Say Cheese: Shocking Percentage Of Americans In Facial Recognition Database
By Kurtis Bright
Smile, You’re On Candid Camera: Cops Have Half Of All Americans On Facial Recognition Database
The intrusion of the surveillance state is almost constantly in the news these days, but usually only in a general sense. We are vaguely aware of the ways our rights are being violated through 007-like activities that have become alarmingly routine, but rarely does the subject flare up into the open.
And that's just the way the authorities like it. Activities like local, state and FBI use of Stingray devices to scoop up all cell phone activity in a particular area, or the Snowden revelations about the NSA doing the same greedy hoover routine only on a much grander scale with our email and phone calls are better left unacknowledged, as far as those doing the spying are concerned.
So it is only rarely that we read or hear about the ways the rubber meets the road in terms of the surveillance state; that is to say, knowing exactly what rights and whose rights are being violated and in what specific ways is something you have to seek out.
But a new study is stepping into the breach to lay out in stark terms just how ubiquitous the surveillance state apparatus really is, at least by one measure: it turns out that if you are an adult U.S. citizen, it pretty much comes down to a coin flip as to whether you are currently in the facial recognition database shared by law enforcement nationwide.

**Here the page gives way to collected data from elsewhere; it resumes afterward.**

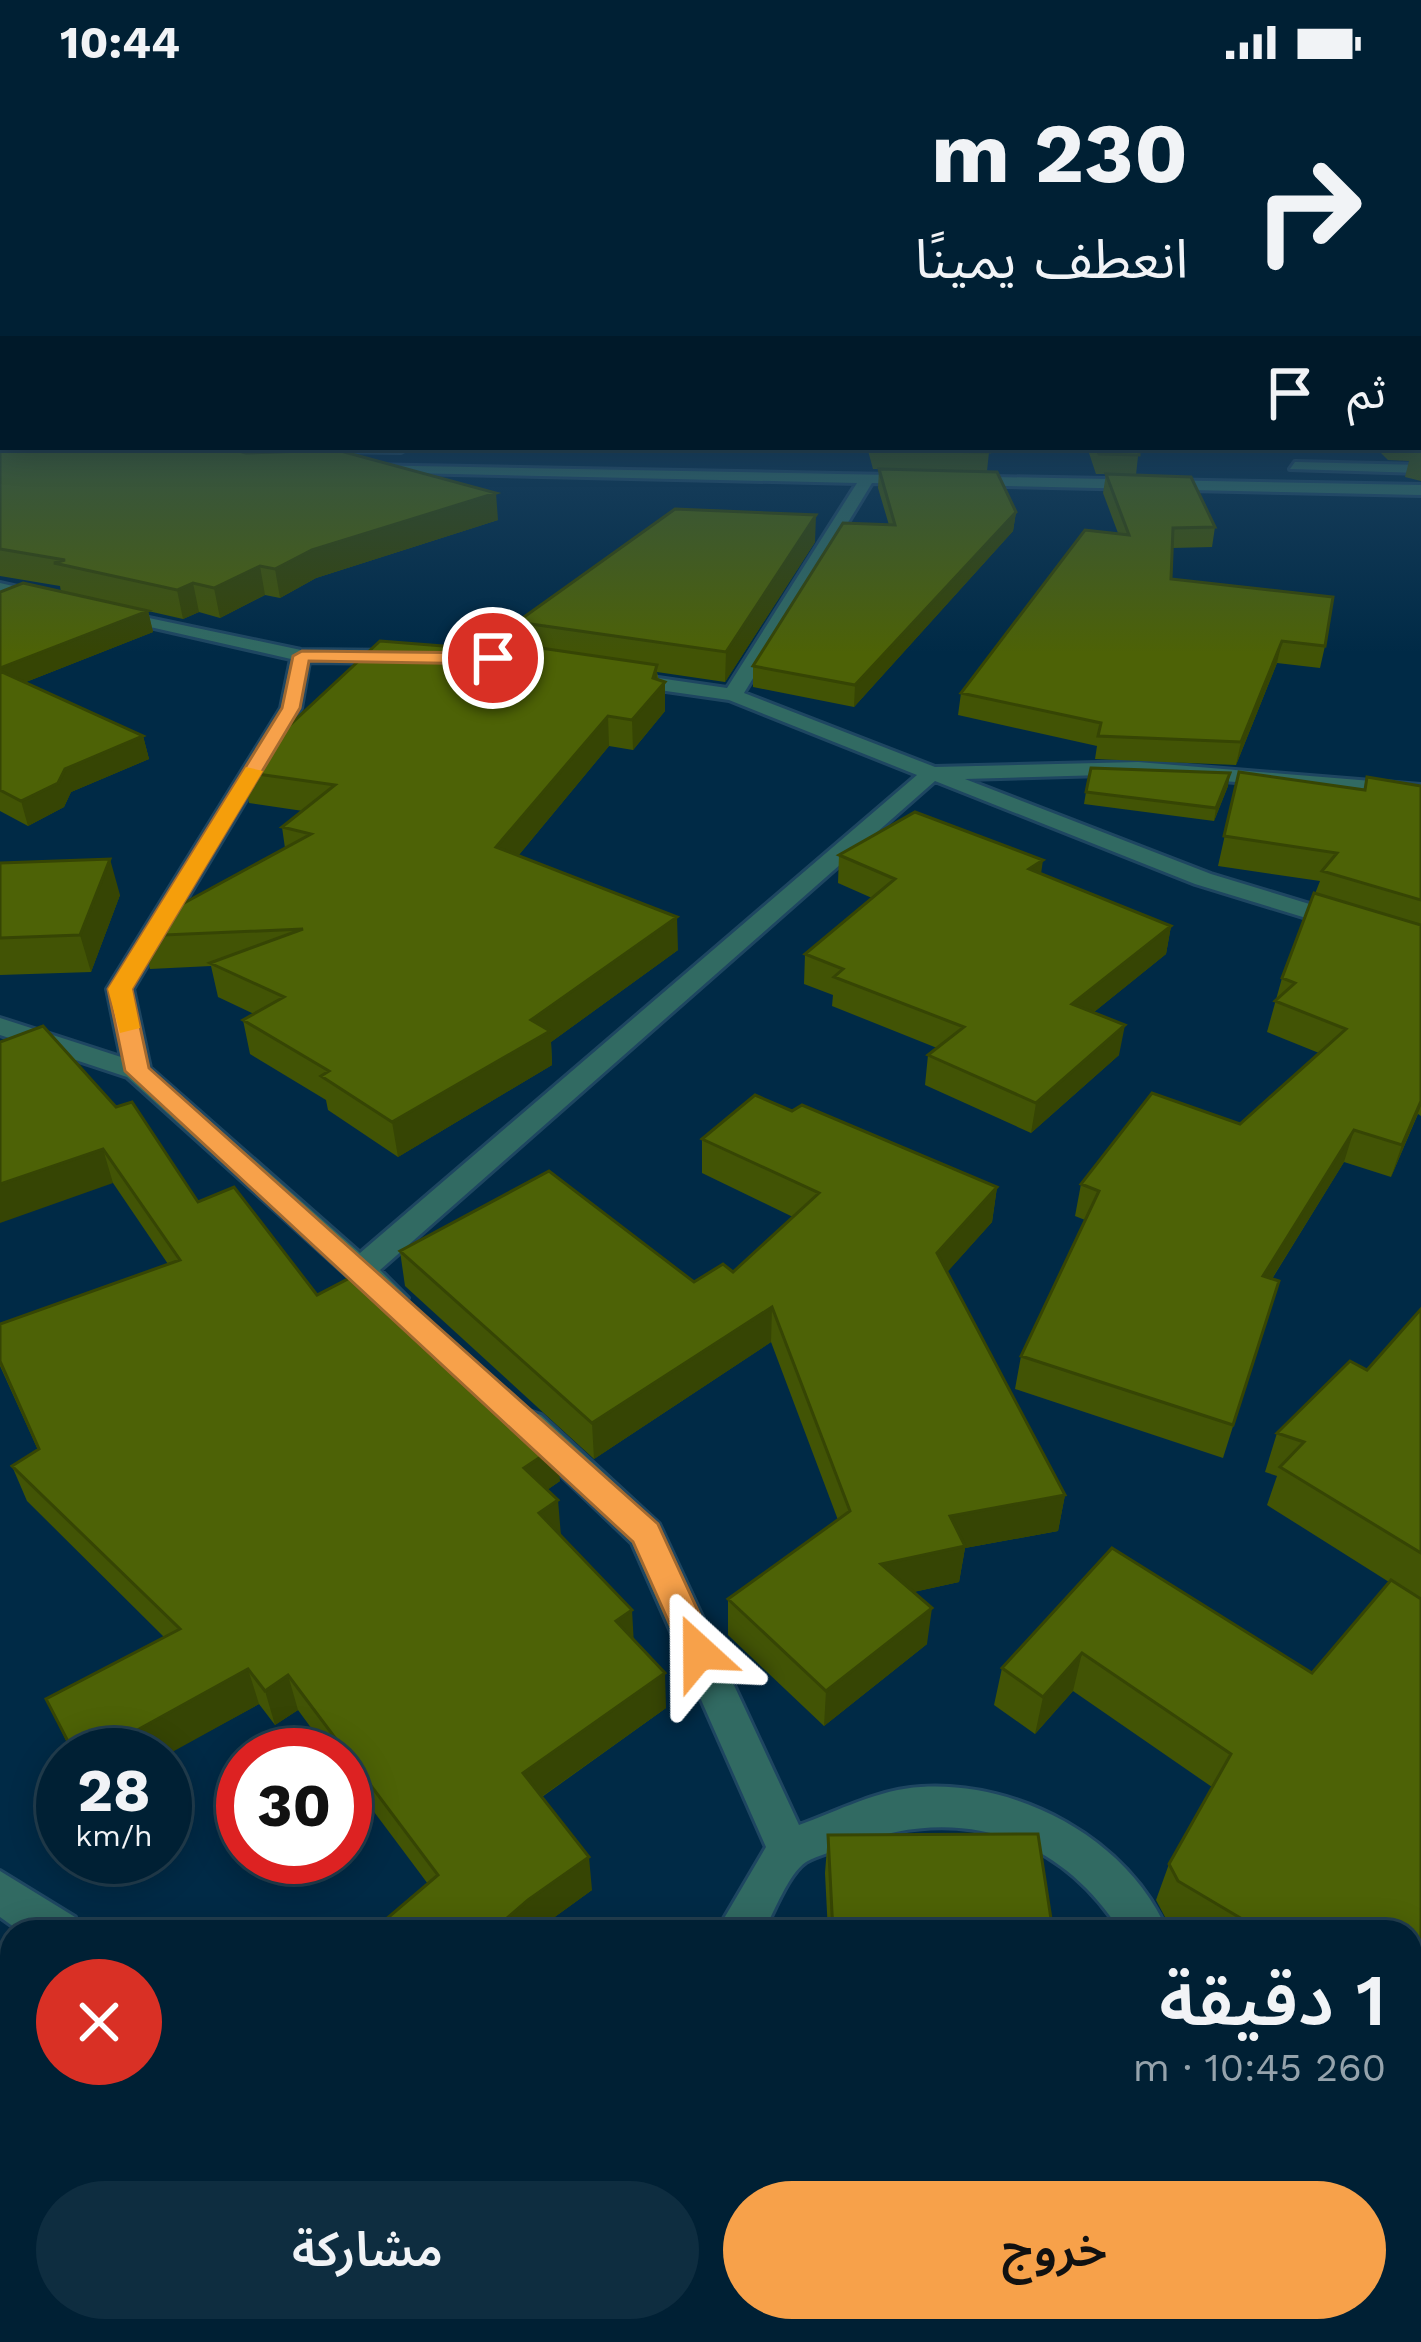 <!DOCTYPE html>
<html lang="ar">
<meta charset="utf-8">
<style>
body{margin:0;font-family:"Work Sans","Noto Sans Arabic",sans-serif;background:#0e2d40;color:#f1f3f6;direction:rtl;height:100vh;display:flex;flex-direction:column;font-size:45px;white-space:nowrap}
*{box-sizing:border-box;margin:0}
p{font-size:39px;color:#95a3ac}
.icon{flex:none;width:66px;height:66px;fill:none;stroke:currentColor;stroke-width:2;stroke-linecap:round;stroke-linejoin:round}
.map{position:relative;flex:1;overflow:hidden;direction:ltr}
.drawer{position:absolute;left:0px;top:1836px;width:1422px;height:423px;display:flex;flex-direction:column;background:#002034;border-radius:36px 36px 0 0;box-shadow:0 6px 30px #0003,0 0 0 3px #223e4f;direction:rtl}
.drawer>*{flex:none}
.guide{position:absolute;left:0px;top:0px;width:1422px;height:366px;box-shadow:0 6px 30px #0003,0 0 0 3px #223e4f;direction:rtl;background:#002034;color:#f1f3f6;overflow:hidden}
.speed{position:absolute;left:36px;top:1644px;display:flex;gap:24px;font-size:60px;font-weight:700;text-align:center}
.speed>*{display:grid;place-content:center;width:156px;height:156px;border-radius:50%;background:#002034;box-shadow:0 6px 30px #0003,0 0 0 3px #223e4f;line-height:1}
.speed small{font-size:30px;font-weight:400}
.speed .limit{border:18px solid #d22;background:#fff;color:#111}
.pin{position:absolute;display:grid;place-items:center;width:102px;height:102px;color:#fff;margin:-51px;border:6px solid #fff;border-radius:50%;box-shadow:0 3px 12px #0007}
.me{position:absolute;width:132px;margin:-66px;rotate:336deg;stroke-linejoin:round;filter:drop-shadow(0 0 9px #0008)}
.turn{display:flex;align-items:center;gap:42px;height:252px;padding:0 36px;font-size:54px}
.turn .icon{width:156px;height:156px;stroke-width:2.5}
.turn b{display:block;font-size:84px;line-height:102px}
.then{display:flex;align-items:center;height:114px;padding:0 36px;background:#0003;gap:24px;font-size:45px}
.round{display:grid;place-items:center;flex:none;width:126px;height:126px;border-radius:63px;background:#0e2d40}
.summary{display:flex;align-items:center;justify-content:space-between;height:204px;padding:0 36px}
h1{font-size:72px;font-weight:600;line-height:90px}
.action{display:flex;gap:24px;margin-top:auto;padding:24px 36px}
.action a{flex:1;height:138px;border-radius:72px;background:#f7a14a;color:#111;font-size:48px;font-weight:600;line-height:138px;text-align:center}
.action a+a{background:#0e2d40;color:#f1f3f6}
.status{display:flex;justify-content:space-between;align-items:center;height:84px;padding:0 60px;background:#002034;direction:ltr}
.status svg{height:33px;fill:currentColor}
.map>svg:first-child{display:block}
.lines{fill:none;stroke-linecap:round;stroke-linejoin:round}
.minor-casing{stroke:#1e4661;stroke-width:6}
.minor{fill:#316a62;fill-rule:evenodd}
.wall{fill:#425405}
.shaded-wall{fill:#364504}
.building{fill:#4d6206;stroke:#364504;stroke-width:3}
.route{fill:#f7a14a;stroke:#a16930;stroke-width:3}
.slow{fill:#f59e0b}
</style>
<div class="status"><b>10:44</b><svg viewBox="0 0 49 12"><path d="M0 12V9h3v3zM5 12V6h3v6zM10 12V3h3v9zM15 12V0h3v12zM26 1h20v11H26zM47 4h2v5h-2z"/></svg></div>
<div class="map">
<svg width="1421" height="2258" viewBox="0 0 1421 2258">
<rect width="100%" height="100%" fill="#002a46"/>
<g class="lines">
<g class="minor-casing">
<path id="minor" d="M320 363H408V364L401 368 327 367Z
M1295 378 1421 381V389L1290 385Z
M361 381 1421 401V411L872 399 744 609 935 683 1138 678 1421 701V713L1138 690 965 695 1211 790 1421 854V869L1195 800 935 697 380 1186 408 1214 403 1222H381L127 993 0 951V934L121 973 107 905 281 624 291 575 106 533V525L301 566 403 567 412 573 403 579 309 578 301 624 133 905 150 984 360 1169 917 691 729 616 624 601 614 595 624 589 727 604 857 399 366 388Z
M0 499 53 511 56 515 47 520 0 509Z
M529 1327 541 1331 659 1440 799 1741C838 1727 879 1705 921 1703 1020 1697 1129 1756 1168 1848H1121C1058 1749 956 1720 849 1762 836 1767 818 1771 806 1778 788 1790 774 1829 763 1848H716L766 1763 632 1459 517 1349 512 1340 517 1331Z
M0 1787 75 1833 81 1848H21L0 1833Z
M1410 2145 1421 2150V2203L1410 2198Z
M305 2247H359L363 2258H309Z
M425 2247H481L477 2258H421Z"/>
</g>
<use href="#minor" class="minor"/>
</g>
<path class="wall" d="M0 253H3V363L498 436 316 494 280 514 265 511 220 534 199 528 183 535 148 527 153 548 26 598 143 652 149 675 71 708 64 723 28 742 0 727V508H61L60 502 0 492Z
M1419 253H1421V397L1405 393 1409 377 1388 376 1375 363H1419Z
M867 363H987L989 368 987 387 1016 428 1013 447 854 623 753 603V582L889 441 878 404 879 385H873Z
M1087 363H1139L1136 391 1215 443 1212 463 1172 464 1171 495 1325 562 1320 584 1277 579 1236 681 1095 675 1097 662 958 631 961 609 1118 449 1103 409 1106 390H1096Z
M815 458 725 598 657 588 665 627 633 666 609 662 518 772 678 866 551 958 552 981 398 1073 328 1026 326 1016 250 970 243 936 254 930 218 913 211 882 150 885 142 852 285 764 282 743 303 727 249 719 243 688 481 565 518 560 517 538Z
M1239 688 1364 706 1421 702V1032L1418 1030 1391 1093 1344 1078 1272 1195 1279 1197 1223 1374 1015 1305 1021 1272 1085 1136 1075 1132 1081 1100 1240 1040 1319 969 1267 948 1282 894 1320 797 1218 782Z
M1228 702 1214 737 1084 720 1086 708Z
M839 771 1041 791 1171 842 1166 870 1094 928 1119 971 1031 1049 925 1001 928 971 937 964 832 922 833 911 804 900 805 870 872 814 838 799Z
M0 779 120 811 91 888 0 891Z
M0 958 198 1118 560 1397 547 1406 561 1451 634 1555 666 1624 542 1713 592 1806 534 1848H371L428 1800 345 1689V1671H331L298 1626 275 1641 259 1620 165 1671H73L46 1615 164 1553 27 1417 12 1382 38 1366 0 1282V1240L168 1180 113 1099Z
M792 1027 997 1103 992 1138 947 1188 1065 1411 1058 1447 965 1464 959 1498 913 1508 927 1560 824 1642 728 1551V1515L838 1436 771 1258 594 1375 405 1202 400 1167 694 1198 733 1188 793 1133 702 1089V1055Z
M1421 1225V1940L1410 1958V1848H1190L1165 1833 1156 1816 1169 1780 1212 1703 1073 1607 1035 1650 994 1621 1002 1584 1112 1464 1312 1589 1389 1498 1267 1421 1277 1392 1265 1388 1277 1349 1367 1286Z
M828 1751 1053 1848H828L825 1789Z"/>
<path class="shaded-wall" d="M496 409 498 436 316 494 280 514 275 485 312 466Z
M1016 428 1013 447 854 623 855 601Z
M816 431 815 458 725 598 726 568Z
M260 482 265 511 220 534 214 504Z
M193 499 199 528 183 535 177 506Z
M148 527 153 548 3 607 0 597V584Z
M1282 557 1277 579 1236 681 1241 658Z
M657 581V607L665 598V627L633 666 632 636 653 594Z
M608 632 609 662 499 795 496 763Z
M143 652 149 675 71 708 64 723 28 742 21 717 65 685Z
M1230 689 1228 702 1214 737 1216 724Z
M110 775 120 811 91 888 80 851Z
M1043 776 1039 804 1029 785Z
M677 833 678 866 551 958 552 981 398 1073 392 1038 531 936Z
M1171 842 1166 870 1068 949 1072 920Z
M1125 941 1119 971 1031 1049 1036 1019Z
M1421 1017V1022L1391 1093 1402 1061Z
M1354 1046 1344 1078 1253 1225 1263 1192Z
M103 1065 113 1099 0 1139V1100Z
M997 1103 992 1138 933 1204 937 1169Z
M772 1223 771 1258 594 1375 592 1339Z
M557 1362 560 1397 528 1419 524 1384Z
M1065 1411 1058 1447 965 1464 959 1498 878 1516 881 1480 950 1432Z
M558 1416 561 1452 539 1429Z
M932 1524 927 1560 824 1642 826 1607Z
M632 1526 634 1561 616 1537Z
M1082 1569 1073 1607 1035 1650 1043 1613Z
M248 1585 259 1620 165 1672 92 1671Z
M665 1589 666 1624 527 1723 523 1689Z
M288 1591 298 1626 275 1641 265 1607Z
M589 1773 592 1806 534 1848H491L528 1816Z
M819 2247H839L830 2258H810Z"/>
<path class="building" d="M0 253H3V342H0Z
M1419 253H1421V348H1419Z
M0 359H3V363L228 364 246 369 337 366 496 409 312 466 275 485 260 482 214 504 193 499 177 506 54 479 65 476 0 465Z
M874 363H987L989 368 874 366Z
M1096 363H1139V371L1099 370Z
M879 385 997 388 1016 428 855 601 753 582 843 439 895 441Z
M1106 390 1191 393 1215 443 1173 444 1171 495 1333 513 1325 562 1282 557 1241 658 1098 652 1101 639 961 609 1085 446 1129 451Z
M675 425 816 431 726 568 517 538Z
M23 499 148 527 0 584V508Z
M380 557 481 565 493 557 657 581 653 594 665 598 632 636 608 632 496 763 677 833 531 936 550 947 392 1038 321 992 329 987 243 936 284 913 210 879 303 845 142 852 151 837 311 750 282 743 335 701 243 688 249 679Z
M0 587 143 652 65 685 58 699 21 717 0 706Z
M1091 684 1230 689 1216 724 1086 708Z
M1239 688 1365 706 1367 693 1421 702V816L1322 787 1337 769 1224 752Z
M915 728 1043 776 1029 785 1171 842 1072 920 1125 941 1036 1019 928 971 964 943 834 893 843 885 805 870 895 795 839 771Z
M110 775 80 851 0 854V779Z
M1314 809 1421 841V1017L1402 1061 1354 1046 1263 1192 1279 1197 1233 1341 1021 1272 1099 1107 1081 1100 1152 1009 1240 1040 1346 945 1275 917 1295 899 1282 894Z
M43 942 116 1023 132 1018 198 1118 234 1103 317 1211 367 1185 557 1362 524 1384 558 1416 539 1429 632 1526 616 1537 665 1589 523 1689 589 1773 528 1816 491 1848H371L438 1791 288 1591 265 1607 248 1585 92 1671H75L46 1615 180 1545 12 1382 39 1365 0 1277V1240L180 1176 103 1065 0 1100V958Z
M755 1011 792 1027 802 1021 997 1103 937 1169 1065 1411 950 1432 965 1462 881 1480 932 1524 826 1607 728 1515 850 1427 772 1223 592 1339 400 1167 549 1087 694 1198 723 1180 733 1188 819 1109 702 1055Z
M1421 1225V1469L1280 1383 1304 1358 1277 1349 1350 1277 1367 1286Z
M1112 1464 1312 1589 1391 1496 1421 1515V1941L1410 1935V1848H1264L1178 1797 1169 1780 1231 1670 1082 1569 1043 1613 1002 1584Z
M1038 1750 1053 1848H833L828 1751Z
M12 2165V2247H146L150 2251 154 2247H203L212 2258H0V2176Z
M469 2247H819L810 2258H458Z"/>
<linearGradient id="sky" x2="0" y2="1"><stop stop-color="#001726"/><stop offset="0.44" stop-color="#264a68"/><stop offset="1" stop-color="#264a68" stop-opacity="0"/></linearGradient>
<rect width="1421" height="569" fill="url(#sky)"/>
<path class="route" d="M302 567 493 569 502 574 493 580 309 577 300 624 132 905 149 984 658 1440 717 1568 712 1579 699 1583 687 1579 633 1458 125 987 108 905 282 624 293 572Z"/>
<path class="slow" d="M246 683 263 687 132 905 140 944 120 949 108 905Z"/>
</svg>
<div class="speed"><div>28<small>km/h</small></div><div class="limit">30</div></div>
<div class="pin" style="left:493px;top:574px;background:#d93025"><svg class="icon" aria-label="arrive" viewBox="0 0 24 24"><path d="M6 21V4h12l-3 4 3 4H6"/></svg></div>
<svg class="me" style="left:699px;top:1568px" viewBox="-20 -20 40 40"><path d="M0-17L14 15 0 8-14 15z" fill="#f7a14a" stroke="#fff" stroke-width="4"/></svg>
<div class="guide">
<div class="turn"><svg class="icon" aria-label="right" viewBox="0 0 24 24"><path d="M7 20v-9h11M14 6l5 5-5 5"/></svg><div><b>230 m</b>انعطف يمينًا</div></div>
<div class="then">ثم<svg class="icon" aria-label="arrive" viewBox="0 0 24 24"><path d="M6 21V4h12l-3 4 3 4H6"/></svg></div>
</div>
<section class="drawer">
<div class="summary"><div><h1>1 دقيقة</h1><p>260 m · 10:45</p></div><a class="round" style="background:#d93025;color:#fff"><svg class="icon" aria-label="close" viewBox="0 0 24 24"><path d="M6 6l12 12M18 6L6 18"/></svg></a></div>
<div class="action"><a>خروج</a><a>مشاركة</a></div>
</section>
</div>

Perhaps most worrying--even more so than the fact that this police database holds information on over 117 million citizens of the “land of the free,” the vast majority of whom are law-abiding and have never committed a crime--is that this is the first time such a comprehensive look at all use of facial recognition apparatus nationwide has been approached.
Looking at data from over 100 police departments over the course of a year, the study's authors extrapolated the 117 million figure they reached based on the number of photos currently being held by the database.
A large number of such photos come from mugshots, of course. However another consideration is that obviously the number would never be so high if there weren’t heavy interagency cooperation and sharing.
One particularly disturbing bit of information on how law enforcement uses these photos is that at least 26 and possibly as many as 30 states allow agencies to run or request searches against their databases of driver’s licenses and ID photos.
In addition, several large-city police departments are researching how they might implement real-time recognition on live street cameras, meaning anyone walking virtually anywhere in one of these cities--think about how ubiquitous cameras are in the city--could be scanned by police against the database.
We’re talking real-life dystopia here, folks. Enjoy all your "freedom," just as long as you are able to pretend you have any left.